■ **Task**:
Whenever a line in the data below includes the string "canvas", copy it out.

Collected data entries
------------------------------------------------------------------------

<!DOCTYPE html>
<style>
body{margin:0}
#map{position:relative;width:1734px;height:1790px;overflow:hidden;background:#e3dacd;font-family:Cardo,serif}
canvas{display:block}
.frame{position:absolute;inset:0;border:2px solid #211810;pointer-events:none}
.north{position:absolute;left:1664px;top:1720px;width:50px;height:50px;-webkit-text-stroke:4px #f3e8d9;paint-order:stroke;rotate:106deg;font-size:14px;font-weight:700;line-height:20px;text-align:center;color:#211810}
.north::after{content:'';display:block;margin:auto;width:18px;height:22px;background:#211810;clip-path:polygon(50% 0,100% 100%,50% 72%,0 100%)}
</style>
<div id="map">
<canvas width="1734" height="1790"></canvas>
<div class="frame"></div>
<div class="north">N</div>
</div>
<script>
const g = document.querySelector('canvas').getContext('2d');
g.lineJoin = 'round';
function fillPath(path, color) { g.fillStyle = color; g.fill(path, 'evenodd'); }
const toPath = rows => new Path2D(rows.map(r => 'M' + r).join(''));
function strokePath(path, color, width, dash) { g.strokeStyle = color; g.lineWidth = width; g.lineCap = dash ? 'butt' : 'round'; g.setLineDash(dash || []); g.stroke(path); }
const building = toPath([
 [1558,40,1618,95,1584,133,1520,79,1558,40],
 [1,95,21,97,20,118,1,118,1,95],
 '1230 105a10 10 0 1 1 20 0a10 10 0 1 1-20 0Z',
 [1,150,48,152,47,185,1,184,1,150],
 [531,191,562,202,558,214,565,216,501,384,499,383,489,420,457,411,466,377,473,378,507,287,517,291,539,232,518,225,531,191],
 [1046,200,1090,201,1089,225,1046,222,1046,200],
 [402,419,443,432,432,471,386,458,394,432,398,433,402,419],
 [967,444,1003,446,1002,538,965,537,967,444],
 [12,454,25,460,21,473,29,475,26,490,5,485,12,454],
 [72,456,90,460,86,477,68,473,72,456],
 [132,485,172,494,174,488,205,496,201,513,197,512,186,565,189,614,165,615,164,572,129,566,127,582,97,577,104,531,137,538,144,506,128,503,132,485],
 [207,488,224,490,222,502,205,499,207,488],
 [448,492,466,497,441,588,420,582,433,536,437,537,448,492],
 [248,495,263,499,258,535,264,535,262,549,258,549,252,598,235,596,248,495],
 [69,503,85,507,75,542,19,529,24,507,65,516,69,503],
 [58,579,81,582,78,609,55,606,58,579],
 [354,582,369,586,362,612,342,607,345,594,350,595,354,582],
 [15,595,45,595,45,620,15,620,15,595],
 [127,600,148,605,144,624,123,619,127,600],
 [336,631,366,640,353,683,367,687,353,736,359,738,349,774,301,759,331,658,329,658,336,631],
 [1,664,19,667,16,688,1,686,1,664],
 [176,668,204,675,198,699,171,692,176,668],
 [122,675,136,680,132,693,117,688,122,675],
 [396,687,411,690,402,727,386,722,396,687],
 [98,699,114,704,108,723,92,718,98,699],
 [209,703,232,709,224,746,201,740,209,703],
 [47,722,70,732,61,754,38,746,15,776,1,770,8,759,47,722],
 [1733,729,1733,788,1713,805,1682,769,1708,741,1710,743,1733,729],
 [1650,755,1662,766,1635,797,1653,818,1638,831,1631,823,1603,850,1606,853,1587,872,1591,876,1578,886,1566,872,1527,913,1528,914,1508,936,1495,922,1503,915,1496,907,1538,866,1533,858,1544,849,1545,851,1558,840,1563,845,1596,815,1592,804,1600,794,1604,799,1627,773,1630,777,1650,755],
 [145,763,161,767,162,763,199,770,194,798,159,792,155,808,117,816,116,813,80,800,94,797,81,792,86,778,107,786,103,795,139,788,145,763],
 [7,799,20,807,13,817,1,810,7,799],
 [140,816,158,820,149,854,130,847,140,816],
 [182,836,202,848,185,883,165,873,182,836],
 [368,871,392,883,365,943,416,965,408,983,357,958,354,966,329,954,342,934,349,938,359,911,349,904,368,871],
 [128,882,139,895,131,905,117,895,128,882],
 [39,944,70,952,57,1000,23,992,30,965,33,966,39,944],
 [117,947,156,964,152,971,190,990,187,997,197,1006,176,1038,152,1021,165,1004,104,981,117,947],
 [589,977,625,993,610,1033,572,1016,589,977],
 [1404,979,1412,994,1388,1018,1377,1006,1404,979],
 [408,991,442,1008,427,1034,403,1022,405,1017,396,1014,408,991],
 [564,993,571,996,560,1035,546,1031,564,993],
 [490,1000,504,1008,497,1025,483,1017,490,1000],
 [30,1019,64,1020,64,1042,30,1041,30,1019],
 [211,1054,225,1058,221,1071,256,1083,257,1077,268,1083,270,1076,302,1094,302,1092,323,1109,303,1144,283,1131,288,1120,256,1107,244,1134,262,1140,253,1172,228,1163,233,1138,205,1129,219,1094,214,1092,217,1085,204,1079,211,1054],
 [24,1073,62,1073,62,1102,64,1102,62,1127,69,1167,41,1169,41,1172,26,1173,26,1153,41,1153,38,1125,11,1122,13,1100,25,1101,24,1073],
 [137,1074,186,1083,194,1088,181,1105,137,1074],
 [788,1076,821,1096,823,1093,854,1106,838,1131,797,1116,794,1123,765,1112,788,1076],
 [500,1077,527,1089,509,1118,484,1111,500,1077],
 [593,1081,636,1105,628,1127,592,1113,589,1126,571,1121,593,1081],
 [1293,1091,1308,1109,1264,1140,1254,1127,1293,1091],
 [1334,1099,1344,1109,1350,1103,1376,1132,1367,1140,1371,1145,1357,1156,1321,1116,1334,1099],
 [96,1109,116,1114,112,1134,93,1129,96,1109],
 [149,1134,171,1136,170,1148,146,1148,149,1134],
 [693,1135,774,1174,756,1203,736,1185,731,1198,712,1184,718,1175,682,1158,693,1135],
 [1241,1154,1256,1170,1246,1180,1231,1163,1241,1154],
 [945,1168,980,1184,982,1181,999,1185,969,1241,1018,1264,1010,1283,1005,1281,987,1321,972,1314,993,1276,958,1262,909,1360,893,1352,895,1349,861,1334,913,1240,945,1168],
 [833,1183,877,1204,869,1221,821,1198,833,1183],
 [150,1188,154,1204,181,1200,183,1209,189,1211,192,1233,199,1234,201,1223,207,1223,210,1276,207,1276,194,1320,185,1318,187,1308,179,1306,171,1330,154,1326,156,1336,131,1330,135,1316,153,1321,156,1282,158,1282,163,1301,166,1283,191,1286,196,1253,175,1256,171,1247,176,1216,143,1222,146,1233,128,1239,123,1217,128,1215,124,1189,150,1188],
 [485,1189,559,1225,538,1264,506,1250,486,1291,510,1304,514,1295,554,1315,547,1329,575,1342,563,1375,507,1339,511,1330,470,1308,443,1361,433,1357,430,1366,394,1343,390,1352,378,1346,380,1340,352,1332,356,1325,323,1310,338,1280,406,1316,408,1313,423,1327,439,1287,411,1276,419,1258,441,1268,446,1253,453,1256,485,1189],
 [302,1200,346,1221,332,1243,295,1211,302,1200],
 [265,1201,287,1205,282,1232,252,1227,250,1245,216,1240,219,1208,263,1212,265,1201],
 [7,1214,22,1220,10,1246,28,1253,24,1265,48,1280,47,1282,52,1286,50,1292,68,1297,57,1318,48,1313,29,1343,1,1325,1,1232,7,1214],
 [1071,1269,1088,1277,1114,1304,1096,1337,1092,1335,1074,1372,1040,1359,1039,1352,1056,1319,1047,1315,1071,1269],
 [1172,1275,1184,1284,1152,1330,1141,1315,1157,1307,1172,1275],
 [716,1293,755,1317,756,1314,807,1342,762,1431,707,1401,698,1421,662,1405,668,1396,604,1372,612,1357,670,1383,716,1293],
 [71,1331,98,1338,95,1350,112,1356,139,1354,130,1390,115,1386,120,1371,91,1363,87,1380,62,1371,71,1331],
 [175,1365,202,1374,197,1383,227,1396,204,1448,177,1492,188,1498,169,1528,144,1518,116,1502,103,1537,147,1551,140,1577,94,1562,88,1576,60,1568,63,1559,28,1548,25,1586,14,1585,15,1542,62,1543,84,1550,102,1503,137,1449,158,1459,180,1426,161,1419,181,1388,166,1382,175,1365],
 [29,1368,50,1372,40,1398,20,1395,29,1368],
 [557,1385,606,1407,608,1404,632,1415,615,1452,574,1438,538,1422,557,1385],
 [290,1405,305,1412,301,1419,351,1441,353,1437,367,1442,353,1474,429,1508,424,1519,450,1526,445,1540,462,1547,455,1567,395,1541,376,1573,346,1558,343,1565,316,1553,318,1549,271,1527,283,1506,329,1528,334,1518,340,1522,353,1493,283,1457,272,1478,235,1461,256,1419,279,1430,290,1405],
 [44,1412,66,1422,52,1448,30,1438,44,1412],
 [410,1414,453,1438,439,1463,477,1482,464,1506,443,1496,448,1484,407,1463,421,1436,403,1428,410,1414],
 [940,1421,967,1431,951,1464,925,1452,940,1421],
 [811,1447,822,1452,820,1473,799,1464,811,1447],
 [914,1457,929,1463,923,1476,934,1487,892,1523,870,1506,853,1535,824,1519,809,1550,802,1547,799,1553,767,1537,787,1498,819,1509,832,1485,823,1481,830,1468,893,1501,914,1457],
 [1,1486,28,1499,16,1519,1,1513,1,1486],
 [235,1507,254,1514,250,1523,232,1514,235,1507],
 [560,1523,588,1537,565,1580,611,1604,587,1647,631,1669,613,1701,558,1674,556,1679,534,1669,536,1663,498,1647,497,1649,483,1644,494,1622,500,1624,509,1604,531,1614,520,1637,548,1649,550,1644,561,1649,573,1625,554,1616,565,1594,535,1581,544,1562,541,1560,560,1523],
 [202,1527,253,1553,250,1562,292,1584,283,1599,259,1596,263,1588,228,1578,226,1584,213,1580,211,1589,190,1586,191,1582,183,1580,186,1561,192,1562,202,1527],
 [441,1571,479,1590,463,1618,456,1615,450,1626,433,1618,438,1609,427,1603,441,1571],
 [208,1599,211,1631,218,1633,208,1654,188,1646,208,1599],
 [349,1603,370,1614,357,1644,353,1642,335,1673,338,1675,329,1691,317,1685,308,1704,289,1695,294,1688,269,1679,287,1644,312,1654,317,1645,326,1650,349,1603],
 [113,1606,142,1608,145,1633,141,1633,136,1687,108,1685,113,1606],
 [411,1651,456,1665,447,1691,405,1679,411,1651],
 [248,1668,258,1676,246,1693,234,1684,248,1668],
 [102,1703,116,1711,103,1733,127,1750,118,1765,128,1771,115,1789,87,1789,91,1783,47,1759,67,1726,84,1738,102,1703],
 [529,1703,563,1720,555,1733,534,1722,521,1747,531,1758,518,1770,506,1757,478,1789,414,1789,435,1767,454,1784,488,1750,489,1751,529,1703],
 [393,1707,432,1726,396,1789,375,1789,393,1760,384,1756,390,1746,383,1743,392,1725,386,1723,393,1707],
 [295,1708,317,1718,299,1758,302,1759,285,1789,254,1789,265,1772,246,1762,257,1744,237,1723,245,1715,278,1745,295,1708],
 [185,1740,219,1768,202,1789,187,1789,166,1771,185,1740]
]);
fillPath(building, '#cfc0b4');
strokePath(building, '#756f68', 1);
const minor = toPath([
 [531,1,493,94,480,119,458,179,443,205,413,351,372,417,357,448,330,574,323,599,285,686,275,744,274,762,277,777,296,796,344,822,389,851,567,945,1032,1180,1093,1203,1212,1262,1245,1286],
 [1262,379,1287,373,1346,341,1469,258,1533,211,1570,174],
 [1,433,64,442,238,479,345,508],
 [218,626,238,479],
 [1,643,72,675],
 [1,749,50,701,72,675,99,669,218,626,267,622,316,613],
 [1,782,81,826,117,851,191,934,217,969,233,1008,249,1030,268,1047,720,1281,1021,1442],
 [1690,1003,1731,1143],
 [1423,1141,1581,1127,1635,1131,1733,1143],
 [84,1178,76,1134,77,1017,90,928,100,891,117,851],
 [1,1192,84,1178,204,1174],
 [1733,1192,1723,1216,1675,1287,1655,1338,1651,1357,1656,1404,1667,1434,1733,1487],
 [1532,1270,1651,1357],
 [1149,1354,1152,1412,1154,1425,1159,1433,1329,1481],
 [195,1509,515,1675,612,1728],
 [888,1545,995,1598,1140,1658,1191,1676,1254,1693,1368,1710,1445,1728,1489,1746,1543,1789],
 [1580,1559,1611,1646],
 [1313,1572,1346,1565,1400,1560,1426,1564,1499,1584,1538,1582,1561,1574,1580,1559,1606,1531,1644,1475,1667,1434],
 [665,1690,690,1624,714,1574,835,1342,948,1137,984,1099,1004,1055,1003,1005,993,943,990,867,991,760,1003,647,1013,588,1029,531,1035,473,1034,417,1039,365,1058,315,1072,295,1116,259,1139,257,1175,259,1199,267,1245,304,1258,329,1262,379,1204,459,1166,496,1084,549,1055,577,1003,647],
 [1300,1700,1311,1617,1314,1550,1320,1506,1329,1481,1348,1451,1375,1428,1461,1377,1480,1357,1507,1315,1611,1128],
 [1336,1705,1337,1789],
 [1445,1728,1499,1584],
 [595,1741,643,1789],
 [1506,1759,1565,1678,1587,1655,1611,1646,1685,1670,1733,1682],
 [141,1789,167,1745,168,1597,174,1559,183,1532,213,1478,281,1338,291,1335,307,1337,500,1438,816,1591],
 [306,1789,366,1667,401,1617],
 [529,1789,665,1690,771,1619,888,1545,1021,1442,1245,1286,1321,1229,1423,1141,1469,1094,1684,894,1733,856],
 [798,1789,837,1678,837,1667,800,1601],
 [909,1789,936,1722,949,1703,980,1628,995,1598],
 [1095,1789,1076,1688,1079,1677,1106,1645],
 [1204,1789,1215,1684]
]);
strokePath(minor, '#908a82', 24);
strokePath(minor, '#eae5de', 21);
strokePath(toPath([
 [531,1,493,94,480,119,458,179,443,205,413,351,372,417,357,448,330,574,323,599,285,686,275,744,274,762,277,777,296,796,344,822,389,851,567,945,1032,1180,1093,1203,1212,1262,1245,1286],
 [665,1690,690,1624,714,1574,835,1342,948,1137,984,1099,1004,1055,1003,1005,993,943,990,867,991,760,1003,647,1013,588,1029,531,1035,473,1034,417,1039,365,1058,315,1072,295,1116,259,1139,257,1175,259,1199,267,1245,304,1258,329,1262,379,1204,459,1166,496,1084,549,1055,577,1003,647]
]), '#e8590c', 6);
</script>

------------------------------------------------------------------------

■ **Expected answer**:
canvas{display:block}
<canvas width="1734" height="1790"></canvas>
const g = document.querySelector('canvas').getContext('2d');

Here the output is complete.